GIFs are important, serving as these micro-videos that don’t require much of your attention span. They are often very short, serving its purpose to propagate a quick message with ease. That kind of reminds me of online videos in general, that they should not necessarily be short, but at least hold a viewer’s attention long enough so the message is delivered.
I watched the documentary ‘Generation Like’ today, and thoroughly enjoyed it. It was very relatable, and I managed to learn (and realise) quite a number of things from it.
The documentary basically talked about the current generation, and how so many children are obsessed with Internet fame and popularity – be it from getting likes on their Facebook and Instagram photos, or gaining followers and retweets on Twitter, or getting their posts reblogged on Tumblr… the list goes on.
Also, what are companies doing with the technology at hand? How do they engage with their users each time somebody puts a ‘Like’ on their Facebook page? What do websites like Tumblr and apps like Instagram demand for? It’s powerful, really, when a user ‘Likes’ something. It means that you agree with something. It means that you associate with that content. It means that something in particular speaks to you.
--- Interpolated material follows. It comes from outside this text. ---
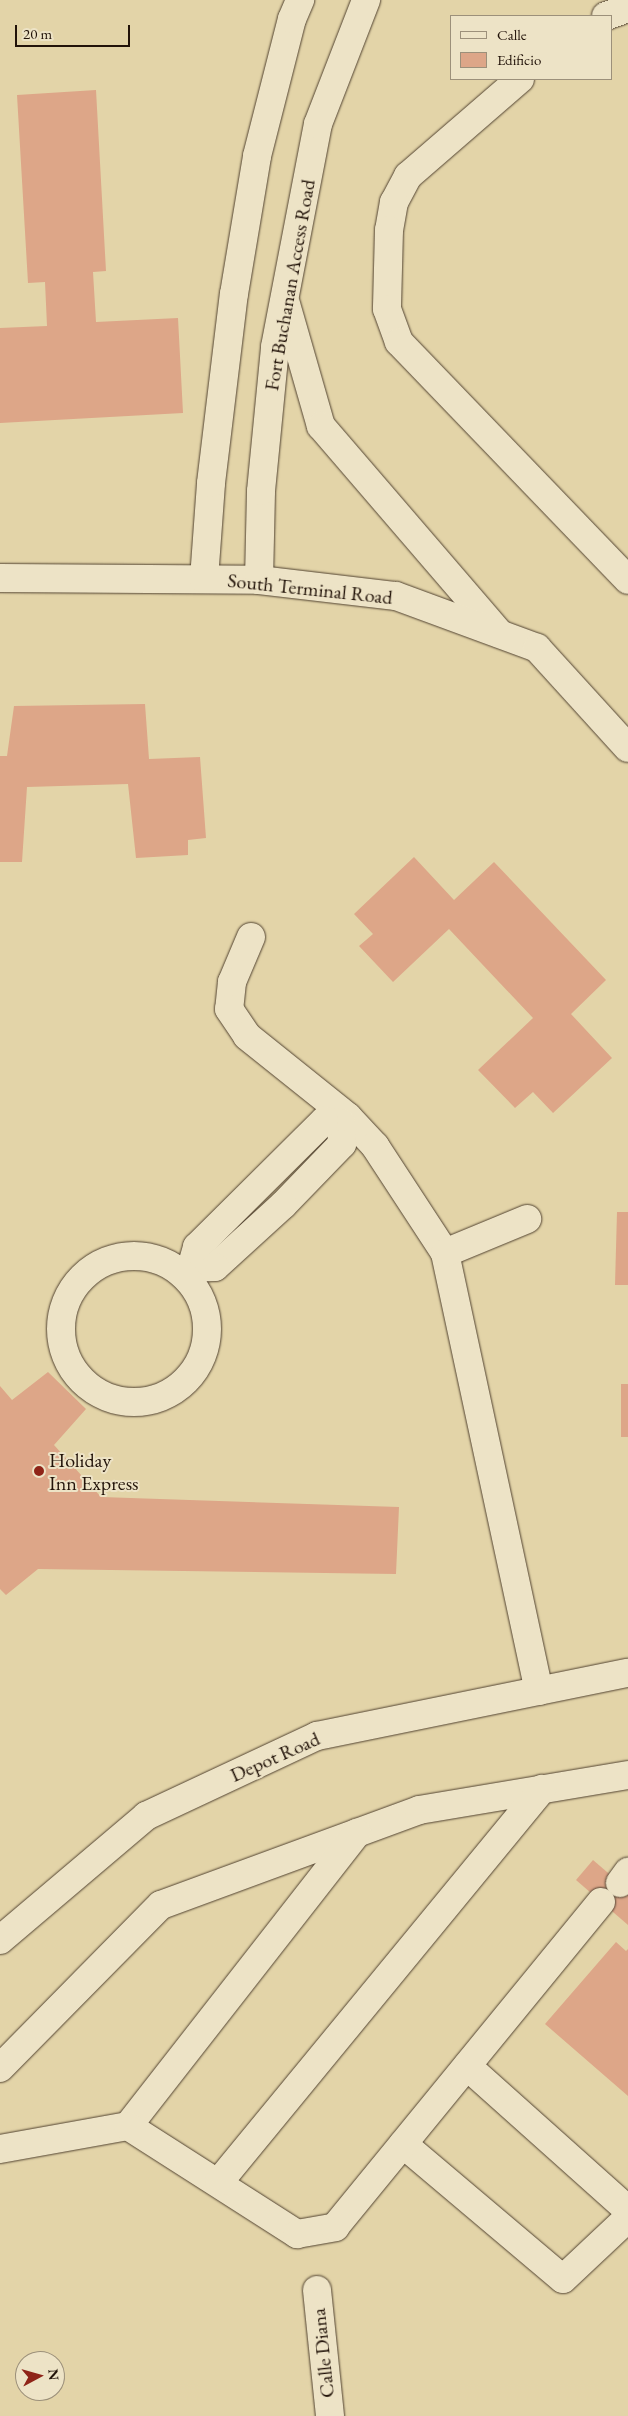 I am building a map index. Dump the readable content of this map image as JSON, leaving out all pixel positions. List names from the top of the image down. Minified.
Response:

According to the documentary, MTV used to be the one exploiting kids’ desires to be cool. They chased kids down and sold it all back to them. Today, however, children are putting themselves out there in hopes to be recognised in the social media sphere. They want to be a part of a brand, or the Internet scene, more than what companies allow them to be. Children empower themselves with tools embedded with self-constructed values.
It’s pretty insane, don’t you think?
This documentary was an eye-opener to the industry, the what’s and how’s, and also the many ways in which brands and companies have been able to connect with their audience. It also showcased prominent people like Tyler Oakley, who is somebody incredibly obsessed with pop culture. It was amazing to see how he started off on YouTube just vlogging about things he liked, and how he slowly rose to fame and is now even giving advice to companies hoping to flourish in the social media sphere.
Brands and companies are always thinking of new ways in which they might reach out to potential customers, and with technology constantly on the rise, I am positive that fans and users will willingly participate, as long as there is some sort of return investment. Think being able to get a reply on Facebook from your favourite celebrity. Or being crowned one of the ‘Top 100 fans of The Hunger Games’. Or instantly gaining more followers the moment Justin Bieber retweets you.
I believe that this is only the beginning of ‘Generation Like’. There is so much more ahead of us, and oh, what a time to be alive.